Work From Home Woes: Are You Over-scheduled?
Working from home has many benefits, including less commute time and a more inclusive work environment, but does it promote work-life balance?
Studies on the work-from-home (WFH) culture found that the productivity of those working from home is higher than that of office workers — leading to the widespread implementation of a hybrid work format for the best of both worlds. However, WFH may be different from what it is touted to be. Many who work from home find themselves over-scheduled, attending more online meetings and feeling guilty about taking breaks, including meals.
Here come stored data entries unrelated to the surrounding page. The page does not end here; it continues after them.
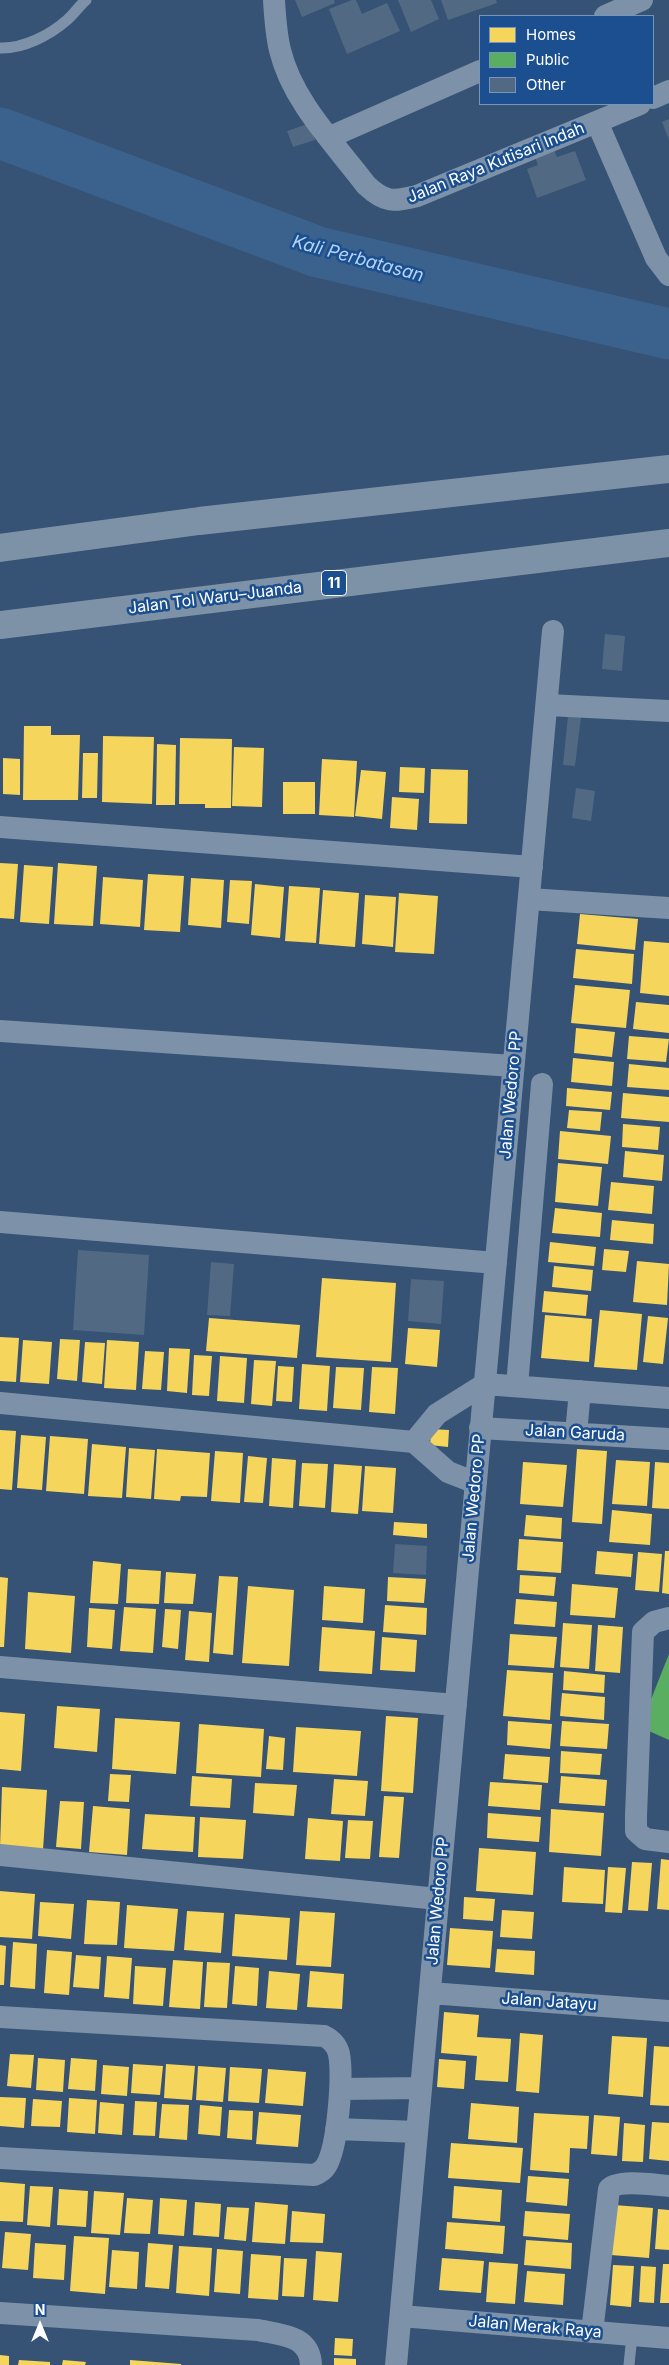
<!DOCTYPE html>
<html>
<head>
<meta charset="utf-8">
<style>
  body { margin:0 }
  #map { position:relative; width:669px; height:2365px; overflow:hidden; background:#365274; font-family:Inter,sans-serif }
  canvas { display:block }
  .legend { position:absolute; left:479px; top:15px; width:175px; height:90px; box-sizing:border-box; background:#1b4f8f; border:1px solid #7695bc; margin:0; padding:6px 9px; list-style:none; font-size:15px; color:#fff }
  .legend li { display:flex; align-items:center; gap:10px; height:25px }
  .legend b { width:25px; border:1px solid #7695bc }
  .north { position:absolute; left:15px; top:2300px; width:50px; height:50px; -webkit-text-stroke:4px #1b4f8f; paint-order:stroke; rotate:0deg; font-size:14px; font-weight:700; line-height:20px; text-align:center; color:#fff }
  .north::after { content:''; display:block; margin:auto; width:18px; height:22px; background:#fff; clip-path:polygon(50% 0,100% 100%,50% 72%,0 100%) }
</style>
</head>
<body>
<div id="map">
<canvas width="669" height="2365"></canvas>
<ul class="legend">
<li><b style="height:14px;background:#f6d55c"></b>Homes</li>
<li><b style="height:14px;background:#5aae61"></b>Public</li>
<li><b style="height:14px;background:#526984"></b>Other</li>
</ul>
<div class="north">N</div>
</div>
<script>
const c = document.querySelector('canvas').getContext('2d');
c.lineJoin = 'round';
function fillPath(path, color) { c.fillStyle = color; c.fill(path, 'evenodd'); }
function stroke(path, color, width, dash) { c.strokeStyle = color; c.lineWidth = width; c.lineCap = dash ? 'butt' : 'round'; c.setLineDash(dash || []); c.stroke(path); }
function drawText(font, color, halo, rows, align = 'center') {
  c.font = font + ' Inter,sans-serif'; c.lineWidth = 5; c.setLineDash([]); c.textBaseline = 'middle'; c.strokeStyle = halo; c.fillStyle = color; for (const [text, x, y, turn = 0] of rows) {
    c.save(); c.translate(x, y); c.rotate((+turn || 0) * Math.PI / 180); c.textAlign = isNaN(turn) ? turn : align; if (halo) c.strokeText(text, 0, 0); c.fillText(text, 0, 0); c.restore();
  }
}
const homes = new Path2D(`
  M24 726H51V735H80L78 800H23Z
  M103 736 154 737 152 804 102 802Z
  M180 738 232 739 231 808H205V804H179Z
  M157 744 176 745 175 805H156Z
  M234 747 264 748 262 807 232 806Z
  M83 753H98L97 798H82Z
  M3 758 20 759V795L3 794Z
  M322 759 357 761 354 817 319 815Z
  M400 767 425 768 424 793 399 792Z
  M431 769 468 770 467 824 429 823Z
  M361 770 386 772 382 819 355 816Z
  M283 782H315V814H283Z
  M392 797 419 799 417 830 390 828Z
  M0 863 18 864 14 919 0 918Z
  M58 863 97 866 93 926 54 924Z
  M24 865 53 867 49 924 20 922Z
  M148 874 184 876 180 932 144 930Z
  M103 877 143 880 140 927 100 924Z
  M191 878 224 880 221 928 188 925Z
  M230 880 252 881 249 924 227 922Z
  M255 884 284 887 280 938 251 935Z
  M289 886 320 888 316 943 285 941Z
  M323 890 359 893 355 947 319 944Z
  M399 893 438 896 434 954 395 952Z
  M365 895 396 897 393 947 362 944Z
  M580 914 638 919 635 950 577 944Z
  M644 941 669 943V996L640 993Z
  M576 949 634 954 632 984 573 978Z
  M575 985 630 990 626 1028 571 1023Z
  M636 1002 669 1005V1033L633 1029Z
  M576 1028 615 1032 612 1057 574 1053Z
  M629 1036 669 1039 666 1062 627 1059Z
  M573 1058 614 1062 612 1086 571 1082Z
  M629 1064 669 1068V1090L627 1087Z
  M567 1088 612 1092 610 1110 566 1106Z
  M623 1093 669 1097V1122L621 1118Z
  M569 1110 602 1112 600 1131 567 1128Z
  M623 1124 660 1127 658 1150 622 1147Z
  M560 1131 611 1136 608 1164 558 1159Z
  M625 1151 664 1155 662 1181 623 1177Z
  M558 1163 602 1167 598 1206 555 1202Z
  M611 1182 654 1186 652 1214 608 1210Z
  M555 1208 602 1213 600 1237 552 1233Z
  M612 1220 654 1224 653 1244 610 1240Z
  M550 1242 596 1247 594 1266 548 1262Z
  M604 1249 629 1251 626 1272 602 1270Z
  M637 1261 669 1264 667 1305 633 1302Z
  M554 1266 593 1270 591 1291 552 1287Z
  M322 1278 396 1283 391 1362 316 1357Z
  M544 1291 588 1295 586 1316 542 1312Z
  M600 1310 642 1314 637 1370 594 1367Z
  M545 1315 592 1319 589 1362 541 1358Z
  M648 1316 668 1318 663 1364 643 1362Z
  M209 1318 300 1325 297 1358 206 1351Z
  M408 1328 440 1330 437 1367 405 1364Z
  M0 1337 19 1338 16 1382 0 1381Z
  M60 1339 80 1340 77 1381 57 1379Z
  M23 1340 52 1342 49 1384 20 1382Z
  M107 1340 139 1342 136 1390 104 1388Z
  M85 1342 105 1343 102 1384 82 1382Z
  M169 1348 190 1349 187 1393 167 1391Z
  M145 1351 164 1352 161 1390 142 1389Z
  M194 1355 212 1356 209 1396 192 1395Z
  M220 1356 247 1358 244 1403 217 1401Z
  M254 1360 276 1361 272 1406 251 1404Z
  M302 1364 330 1366 327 1411 299 1409Z
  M278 1366 294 1367 292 1402 276 1401Z
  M336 1367 364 1368 361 1410 333 1408Z
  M372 1367 398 1368 395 1414 369 1412Z
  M431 1429 449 1430 448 1447 430 1445Z
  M0 1430 16 1431 12 1490 0 1489Z
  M21 1435 46 1437 42 1490 17 1488Z
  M50 1436 88 1439 84 1494 46 1491Z
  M92 1444 126 1447 122 1498 88 1496Z
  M129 1448 155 1450 151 1499 126 1497Z
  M157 1449 210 1453 207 1497 181 1496 180 1501 154 1499Z
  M577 1449 607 1451 602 1524 572 1522Z
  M215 1451 243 1453 240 1503 211 1501Z
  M248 1456 267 1458 263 1503 244 1502Z
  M272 1458 296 1460 293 1508 269 1506Z
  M616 1460 650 1462 647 1506 612 1504Z
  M523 1462 567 1465 563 1507 520 1504Z
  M655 1462 669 1463V1509L652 1508Z
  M302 1463 328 1464 325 1508 299 1506Z
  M334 1464 362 1466 358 1514 331 1512Z
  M365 1466 396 1468 393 1513 362 1511Z
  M612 1510 652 1514 650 1545 609 1542Z
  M526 1515 562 1518 561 1539 524 1536Z
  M394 1522 427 1524V1538L393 1535Z
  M519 1539 563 1542 561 1573 517 1570Z
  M597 1551 633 1554 631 1577 595 1574Z
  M665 1551H669V1594L662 1593Z
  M638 1552 662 1554 659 1592 635 1590Z
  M93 1561 121 1564 118 1604 90 1603Z
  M128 1569 161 1571 159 1604 126 1603Z
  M166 1572 196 1574 193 1604 164 1603Z
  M520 1575 556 1577 554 1596 519 1593Z
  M219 1576 238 1577 233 1655 213 1653Z
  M0 1577 8 1578 4 1647H0Z
  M388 1577 426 1579 424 1603 387 1601Z
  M572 1584 618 1588 615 1618 570 1615Z
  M248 1586 294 1590 289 1666 242 1663Z
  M324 1586 365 1589 363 1623 322 1620Z
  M28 1592 75 1596 71 1653 25 1649Z
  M516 1599 557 1602 555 1627 514 1624Z
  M385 1605 427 1608 426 1635 383 1632Z
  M124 1607 156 1609 153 1653 120 1651Z
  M89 1608 115 1610 112 1649 87 1647Z
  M165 1609 181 1610 178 1649 162 1647Z
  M189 1611 212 1613 209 1662 185 1660Z
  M563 1623 592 1625 589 1669 560 1667Z
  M598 1625 623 1627 620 1673 595 1671Z
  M322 1627 375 1631 372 1674 319 1671Z
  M510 1634 557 1637 554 1668 508 1665Z
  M382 1637 417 1640 415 1672 380 1670Z
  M507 1670 553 1673 550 1720 503 1716Z
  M564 1671 605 1675 604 1693 563 1690Z
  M562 1693 605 1697 604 1720 560 1716Z
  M57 1706 100 1709 97 1752 54 1748Z
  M0 1712 25 1714 21 1771 0 1769Z
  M386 1716 418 1718 413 1793 381 1791Z
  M115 1718 180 1722 176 1774 112 1769Z
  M508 1721 552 1724 550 1749 507 1745Z
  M562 1721 609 1724 607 1749 560 1746Z
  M199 1724 264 1729 261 1777 196 1773Z
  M296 1727 361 1731 357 1776 293 1772Z
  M269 1736 285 1738 283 1770 266 1769Z
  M561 1751 602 1754 600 1775 560 1773Z
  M505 1754 550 1757 548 1783 503 1779Z
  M110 1774 131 1775 129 1802 108 1801Z
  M192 1776 232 1779 230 1808 190 1806Z
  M561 1776 607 1780 605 1806 559 1803Z
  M334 1779 368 1781 365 1816 331 1814Z
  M490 1782 542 1785 540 1810 488 1806Z
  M255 1783 297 1785 294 1816 253 1813Z
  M2 1787 47 1790 43 1850 0 1847Z
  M384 1796 404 1797 399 1858 379 1857Z
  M60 1801 84 1802 81 1849 56 1847Z
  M93 1806 130 1809 127 1855 89 1852Z
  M551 1809 604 1813 601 1856 549 1852Z
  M488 1813 541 1817 539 1842 487 1838Z
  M145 1814 195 1817 193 1852 142 1849Z
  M200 1817 246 1820 243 1859 198 1857Z
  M308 1818 343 1821 340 1861 305 1859Z
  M348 1820 373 1821 370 1859 345 1858Z
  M479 1848 536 1852 533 1895 476 1891Z
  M661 1859 669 1860V1910L657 1909Z
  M632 1862 652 1863 648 1911 628 1910Z
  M564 1867 605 1870 603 1904 562 1902Z
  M608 1867 626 1868 622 1913 605 1912Z
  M0 1891 35 1894 32 1939 0 1937Z
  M464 1897 495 1899 493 1921 463 1919Z
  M87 1900 120 1902 117 1945 84 1944Z
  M40 1902 74 1904 71 1939 38 1936Z
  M127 1905 178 1909 174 1951 124 1948Z
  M502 1910 534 1912 532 1939 500 1937Z
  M187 1911 224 1913 221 1953 184 1950Z
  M300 1911 335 1913 331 1967 296 1965Z
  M235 1914 290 1918 287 1960 232 1956Z
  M450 1928 493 1931 490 1968 447 1965Z
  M13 1942 37 1944 35 1989 10 1987Z
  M0 1945 6 1946 4 1985H0Z
  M497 1949 535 1951 534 1975 495 1972Z
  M47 1950 72 1952 69 1995 44 1993Z
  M76 1955 101 1957 99 1989 73 1987Z
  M107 1956 132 1958 129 1999 104 1997Z
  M173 1960 203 1962 200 2009 169 2007Z
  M207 1962 230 1963 227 2008 204 2007Z
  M135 1966 166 1968 163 2006 133 2004Z
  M235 1966 259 1968 257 2006 232 2004Z
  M269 1971 300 1974 297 2010 266 2008Z
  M310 1971 344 1974 342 2009 307 2007Z
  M444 2012 479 2015 477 2037 511 2039 508 2082 475 2080 477 2056 441 2053Z
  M520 2033 543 2035 539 2093 516 2091Z
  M612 2036 647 2038 643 2097 608 2094Z
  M654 2046 669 2047V2106L650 2105Z
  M10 2054 34 2055 31 2088 7 2086Z
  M38 2058 65 2060 63 2092 36 2090Z
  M71 2058 97 2060 95 2091 68 2089Z
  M439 2059 466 2061 464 2089 437 2087Z
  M133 2064 163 2066 160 2095 131 2093Z
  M166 2064 195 2066 192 2100 164 2098Z
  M103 2065 129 2067 127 2096 101 2094Z
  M198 2066 226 2068 223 2102 196 2100Z
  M230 2067 262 2069 259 2103 228 2101Z
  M268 2069 306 2072 303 2106 265 2103Z
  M0 2097 26 2098 24 2128 0 2126Z
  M69 2098 97 2100 95 2134 67 2132Z
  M33 2099 62 2101 60 2127 31 2126Z
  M135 2101 157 2102 155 2136 133 2135Z
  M100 2102 124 2104 122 2135 98 2133Z
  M471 2103 519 2107 517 2143 468 2139Z
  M162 2104 189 2105 187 2140 159 2138Z
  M200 2105 222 2107 220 2136 198 2134Z
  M229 2110 253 2111 252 2140 227 2138Z
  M259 2112 301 2115 298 2147 256 2144Z
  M534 2113 589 2116 587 2149 570 2148 569 2173 530 2170Z
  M594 2115 620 2117 617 2156 591 2154Z
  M652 2122 669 2123V2161L649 2159Z
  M624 2123 645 2125 643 2162 622 2161Z
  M451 2143 523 2148 520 2183 448 2178Z
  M528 2176 569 2179 567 2206 526 2202Z
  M0 2182 25 2184 23 2222 0 2221Z
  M30 2186 53 2187 50 2227 27 2225Z
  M454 2186 502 2190 500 2222 452 2218Z
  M59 2189 88 2191 86 2227 57 2225Z
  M94 2191 124 2193 120 2235 91 2233Z
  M127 2198 153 2200 150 2234 124 2233Z
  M160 2198 187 2200 184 2236 158 2234Z
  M195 2202 221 2204 219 2237 193 2235Z
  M255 2202 288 2205 285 2244 252 2242Z
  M614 2205 653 2208 649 2258 611 2255Z
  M227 2207 249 2208 246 2241 224 2239Z
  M658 2209 669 2210V2250L655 2249Z
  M292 2211 325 2214 323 2243 290 2242Z
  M525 2211 570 2214 568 2240 523 2236Z
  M447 2222 505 2226 503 2254 445 2249Z
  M5 2232 31 2234 28 2270 2 2268Z
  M74 2236 109 2238 105 2294 70 2291Z
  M526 2240 572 2243 571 2269 524 2265Z
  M35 2243 66 2245 64 2280 33 2278Z
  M148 2243 173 2245 169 2289 145 2287Z
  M179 2246 212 2248 209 2296 176 2293Z
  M217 2249 243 2251 240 2294 214 2292Z
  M112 2250 139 2252 137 2289 109 2287Z
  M316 2251 342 2253 338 2302 313 2300Z
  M251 2254 281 2256 278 2300 248 2298Z
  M284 2258 307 2259 304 2297 282 2296Z
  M442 2258 484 2261 481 2293 439 2290Z
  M489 2262 518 2264 515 2304 486 2302Z
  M663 2264H669V2303H660Z
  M613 2265 634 2266 631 2307 610 2305Z
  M641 2266 656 2267 654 2303 639 2302Z
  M527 2271 565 2274 563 2305 524 2302Z
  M335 2338 353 2339 352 2356 334 2355Z
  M0 2355 9 2356V2365H0Z
  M334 2358 356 2359V2365H334Z
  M19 2360 50 2362V2365H18Z
  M63 2360 86 2362 85 2365H62Z
  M130 2360 181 2364V2365H130Z`);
const public = new Path2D(`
  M669 1654V1740L640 1727Z`);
const river = new Path2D(`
  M0 133 318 252 669 334`);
const building = new Path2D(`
  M295 0H334L335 3 302 17Z
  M352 0H356L362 14 387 3 400 31 347 54 329 9Z
  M398 0H431L439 19 411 32Z
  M441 0H496L497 3 448 20Z
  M669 119V140L662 122Z
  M310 123 315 140 293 147 287 131Z
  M552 145 557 157 575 151 586 180 537 198 527 169 538 165 533 152Z
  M605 634 625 636 622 671 602 669Z
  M568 716 581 717 575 766 563 765Z
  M576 788 595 791 591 821 572 818Z
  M78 1250 149 1255 144 1335 73 1330Z
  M211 1262 234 1264 230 1316 207 1315Z
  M411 1279 444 1281 441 1324 408 1321Z
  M395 1544 427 1546 426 1575 393 1573Z`);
const lane = new Path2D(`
  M0 48C23 49 50 35 67 20 74 14 79 6 86 0
  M629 2365 632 2335`);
const street = new Path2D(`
  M274 0C275 17 276 34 280 50 292 101 335 144 366 185 385 203 394 202 417 196L640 104
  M605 16 642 0
  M653 98 669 91
  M597 122 656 258 669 275
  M330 137 480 71
  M548 705 669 711
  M0 827 532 867
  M529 899 669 908
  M0 1031 513 1066
  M0 1222 496 1263
  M517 1386 542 1084
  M0 1403 414 1442 448 1472 476 1483
  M480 1428 669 1439
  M576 1433 580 1391
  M414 1442 437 1414 485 1384 669 1398
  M669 1618 654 1622 643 1632 636 1816V1831L645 1839 669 1842
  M0 1667 456 1705
  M0 1855 438 1899
  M430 1993 669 2011
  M0 2017 324 2036C332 2040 337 2045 339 2054 343 2076 338 2147 326 2166 323 2171 319 2173 314 2175L0 2158
  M341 2089 421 2088
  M336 2129 417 2132
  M0 2313 258 2330C281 2335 310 2335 311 2365
  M401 2316 669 2338
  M592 2332 609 2189C619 2179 655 2185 669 2186
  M396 2365 553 631`);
const highway = new Path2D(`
  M0 548 199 521 669 469
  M0 625 669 543`);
const shields = [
  [334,583,25]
];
const shieldNames = [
  ["11",334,583]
];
const streetNames = [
  ["Jalan Raya Kutisari Indah",496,163,-22],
  ["Jalan Tol Waru–Juanda",215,598,-7],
  ["Jalan Wedoro PP",511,1095,-85],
  ["Jalan Garuda",575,1433,3],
  ["Jalan Wedoro PP",474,1498,-85],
  ["Jalan Wedoro PP",438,1901,-85],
  ["Jalan Jatayu",549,2002,4],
  ["Jalan Merak Raya",535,2327,5]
];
const waterNames = [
  ["Kali Perbatasan",358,259,15]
];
fillPath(homes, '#f6d55c');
fillPath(public, '#5aae61');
stroke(river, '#3b618d', 51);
fillPath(building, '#526984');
stroke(lane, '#7d92a8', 11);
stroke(street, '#7d92a8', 22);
stroke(highway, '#7e92a7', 28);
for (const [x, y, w] of shields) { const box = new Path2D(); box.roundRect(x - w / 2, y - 12.5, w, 25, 4); c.fillStyle = '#1b4f8f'; c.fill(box); stroke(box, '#fff', 1); }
drawText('bold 15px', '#fff', null, shieldNames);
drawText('16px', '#fff', '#1b4f8f', streetNames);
drawText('italic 18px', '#b5d3f5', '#1b4f8f', waterNames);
</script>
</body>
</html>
The fear of being less productive and kept out of the loop spurs many to schedule back-to-back online meetings, often to discuss issues that generally would have been dealt with during informal, in-person encounters with superiors or coworkers during the work day. Working from home also means individuals are required to handle not just their job scope at home but also their household responsibilities of housekeeper, parent and spouse simultaneously. Unsurprisingly, you’d find yourself overwhelmed and exhausted at the end of the day — a far cry from the work-life balance WFM is usually associated with.
Statistics also show that those who work from home stay sedentary for much more extended periods than those who work in offices, which is alarming considering how sedentary office workers already are. Take away the commute time to and from the office, the short intervals in a workday spent walking to and from meeting rooms, and the lunch and coffee breaks with coworkers; that’s an entire workday spent sitting down in one place! What should we do? Give up work-from-home routines and return to the office? No. That would mean abandoning all the perks WFH brings, like cultivating an inclusive work environment, increased team agility and lowered workplace maintenance costs.
Furthermore, the WFH format has the potential to provide better work-life balance to those who practise it properly.
One simple change needs to happen: take breaks.
Schedule time in your WFH day to work out, do the chores and eat your meals uninterrupted by work calls.
A study by the University of Illinois found that allowing your brain to shift gears and take breaks increases productivity. Our brains convert prolonged and constant stimulation of a singular activity from focused awareness into autopilot consciousness, which is unhelpful for much of the mental work we do in the long run. Take work calls with your phone in another room of your house instead of at your desk and on the computer. Get up and make coffee or tea at intervals during the day—just like you would in the office. Or go out for lunch (or dinner) instead of ordering takeaway and breathe fresh air to stimulate your brain and get a new perspective on that work dilemma that’s been on your mind for hours. The key to overscheduling is to unschedule some things. Create gaps in your WFH day and get moving—physically.
A sedentary lifestyle leads to weight gain, increased risk of heart disease and depression, and lowered life expectancy, which can be exacerbated by an overscheduled WFH routine or mitigated with a little more physical activity and some mini mental breaks interspersed throughout your day.